There are 7.5 billion people in this world who need health care; there are very real limits upon the health care that can be provided. The USA cannot afford the costs of health care for its own citizens; that’s why ObamaCare is failing.

These costs and limits must be made known to all citizens, especially to those who have made no effort nor taken any steps to provide health care for themselves.

    Liz in reply to MSO. | March 14, 2017 at 1:17 pm

    To separate out employment and insurance – the new bill needs to get rid of the employer mandate of anyone with 50 employees has to provide insurance. Change the FTE requirement and let the employer decide the hours of its employees.

    Both of these requirements are hurting growth of the small business. It is probably healthier for a person to work 40 hours at one job than trying to get the same hours/wages from multiple sources.

    Why not give the employer the option of how to pay for services – perhaps some may want to contribute to a HSA and let the person buy their insurance or pay directly for care. OR even pay a higher wage in lieu of health care or pension.

    But, I would argue whether Medicare (old age health insurance) is a welfare program. After all, I have been contributing a percentage of my salary for many years in anticipation of “buying” the insurance at that time. And Medicare does not pay for everything – one needs to buy additional insurance to cover the deductible and co-insurance portions. And just like regular insurance, people are denied services or there are limits to the amount of service (limited days in a hospital, rehab or nursing home)

      Close The Fed in reply to Liz. | March 14, 2017 at 2:54 pm

      To really separate out employment and insurance, the unique tax benefits to employer provided medical insurance must be removed. As long as its paid by employers with untaxed money, it will be a drag on people changing employment. It’s also completely unfair to those that pay their own insurance with after-tax dollars.

      Jonathan Gruber was right about one thing: No one trying to set up insurance statutes sensibly would have ever tied employment and medical insurance together to begin with. It distorts insurance markets and labor markets.

The only way the free market will work to lower costs would be by having the individual being able to purchase the insurance directly and without the employer involved or the gov at any level deciding what should be in that plan.

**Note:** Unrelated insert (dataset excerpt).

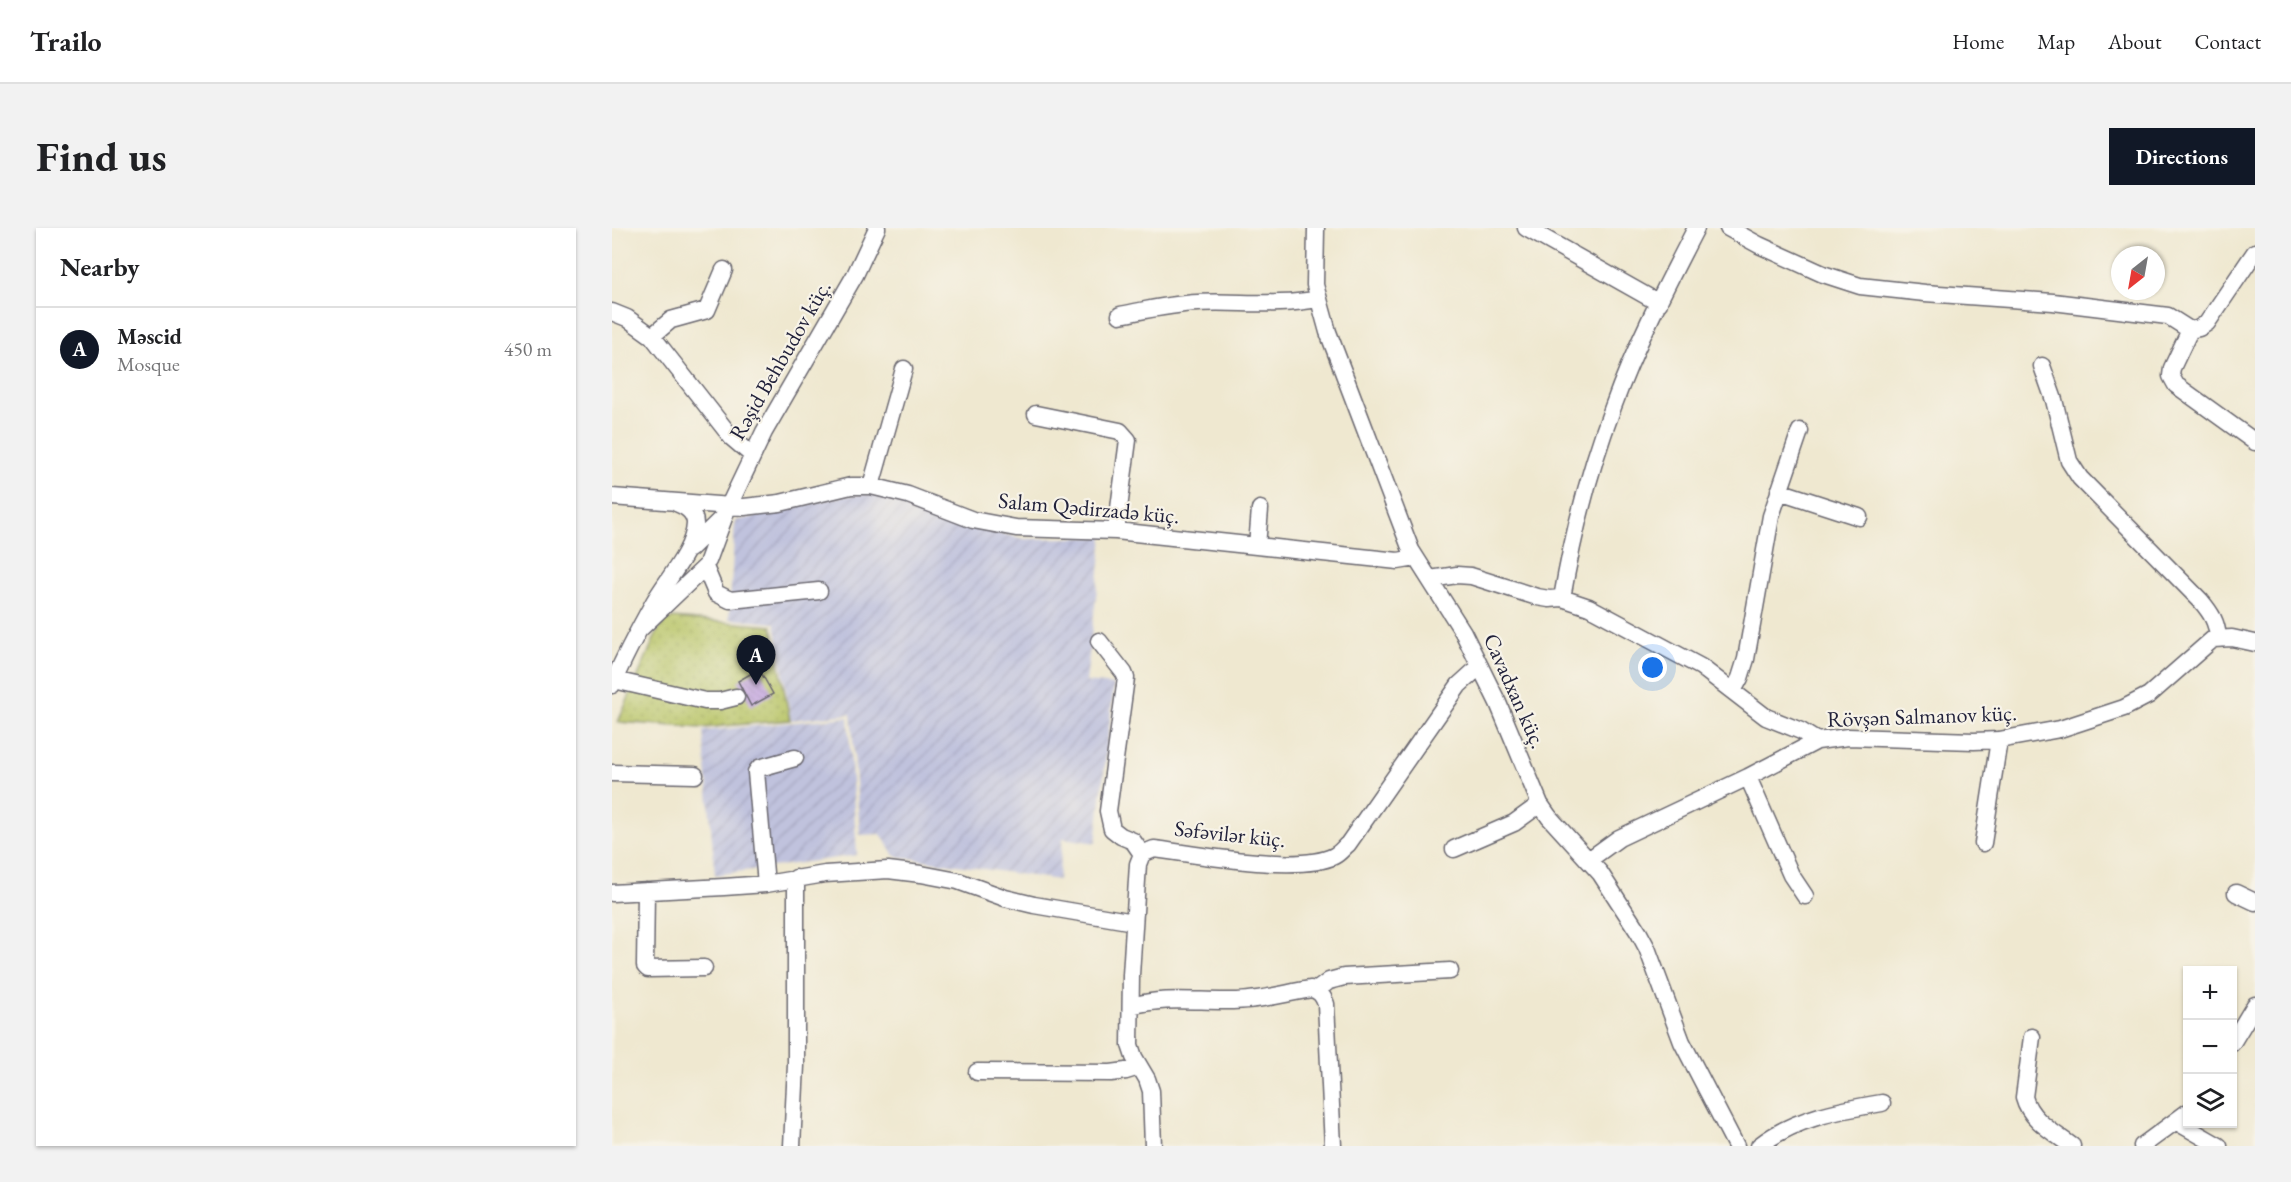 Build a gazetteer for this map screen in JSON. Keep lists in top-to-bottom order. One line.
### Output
{"streets":{"street":["Rəşid Behbudov küç.","Salam Qədirzadə küç.","Cavadxan küç.","Rövşən Salmanov küç.","Səfəvilər küç."]},"crossings":[["Rəşid Behbudov küç.","Salam Qədirzadə küç."],["Salam Qədirzadə küç.","Cavadxan küç."],["Cavadxan küç.","Rövşən Salmanov küç."],["Cavadxan küç.","Səfəvilər küç."]],"north":"bottom left","page":{"header":"Trailo","nav":["Home","Map","About","Contact"],"buttons":"Directions","title":"Find us","heading":"Nearby","list":[{"mark":"A","name":"Məscid","note":"Mosque","value":"450 m"}],"pins":"A","map_buttons":["+","−"]}}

Anything else is just gov control masquerading as care or insurance.

During the Ocare debacle the comparison to auto insurance was made numerous times, trying to draw a parallel that doesn’t exist.
Auto insurers use past driving history, age and type of car to determine risk and therefore premiums. They could cover you, raise your rates or drop you altogether.
If one wants ‘health’ insurance, there should be some means testing i.e. overweight, smoker/drinker, couch potato and other known health hazards that would drive up the costs of care must be considered when determining or even covering someone.
Mean-spirited, black-hearted you say? Consider this; there is simply not enough resources to give everyone everything they want or believe they deserve. Some responsibility must be borne by the individual.

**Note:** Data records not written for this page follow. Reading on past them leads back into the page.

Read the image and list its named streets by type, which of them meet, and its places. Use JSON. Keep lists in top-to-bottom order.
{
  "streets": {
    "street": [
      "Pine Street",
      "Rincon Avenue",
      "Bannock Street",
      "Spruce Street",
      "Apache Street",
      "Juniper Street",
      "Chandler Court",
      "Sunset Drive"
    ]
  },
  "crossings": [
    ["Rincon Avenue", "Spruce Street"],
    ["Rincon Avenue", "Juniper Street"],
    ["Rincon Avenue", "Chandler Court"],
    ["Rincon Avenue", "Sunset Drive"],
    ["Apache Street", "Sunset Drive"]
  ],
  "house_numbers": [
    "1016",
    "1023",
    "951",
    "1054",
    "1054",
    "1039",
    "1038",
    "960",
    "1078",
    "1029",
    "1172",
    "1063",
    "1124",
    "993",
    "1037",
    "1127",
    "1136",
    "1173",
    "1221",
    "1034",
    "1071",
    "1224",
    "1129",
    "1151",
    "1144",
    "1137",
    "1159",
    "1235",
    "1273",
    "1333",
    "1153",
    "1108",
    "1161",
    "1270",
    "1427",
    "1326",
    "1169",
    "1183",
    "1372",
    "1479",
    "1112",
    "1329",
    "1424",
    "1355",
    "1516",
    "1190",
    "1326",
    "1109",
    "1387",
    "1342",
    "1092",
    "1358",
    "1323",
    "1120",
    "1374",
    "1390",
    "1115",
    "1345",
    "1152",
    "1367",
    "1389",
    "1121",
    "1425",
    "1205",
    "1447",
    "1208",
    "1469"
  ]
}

A good start would be allowing tax deductions for fitness center dues and other holistic avenues the HMOs used to provide.

Will this make joe sad?

Trump unfollows MSNBC hosts on Twitter

The commander-in-tweet unfollowed the duo on Twitter, sometime after they turned nasty toward Trump on air.

“I had hope and an open mind. I have lost hope completely and my mind is closed,” said Brzezinski on their “Morning Joe” show last week.

“This presidency is fake and failed,” she added.

Scarborough, a former Republican congressman, has likewise been critical of the president in recent days.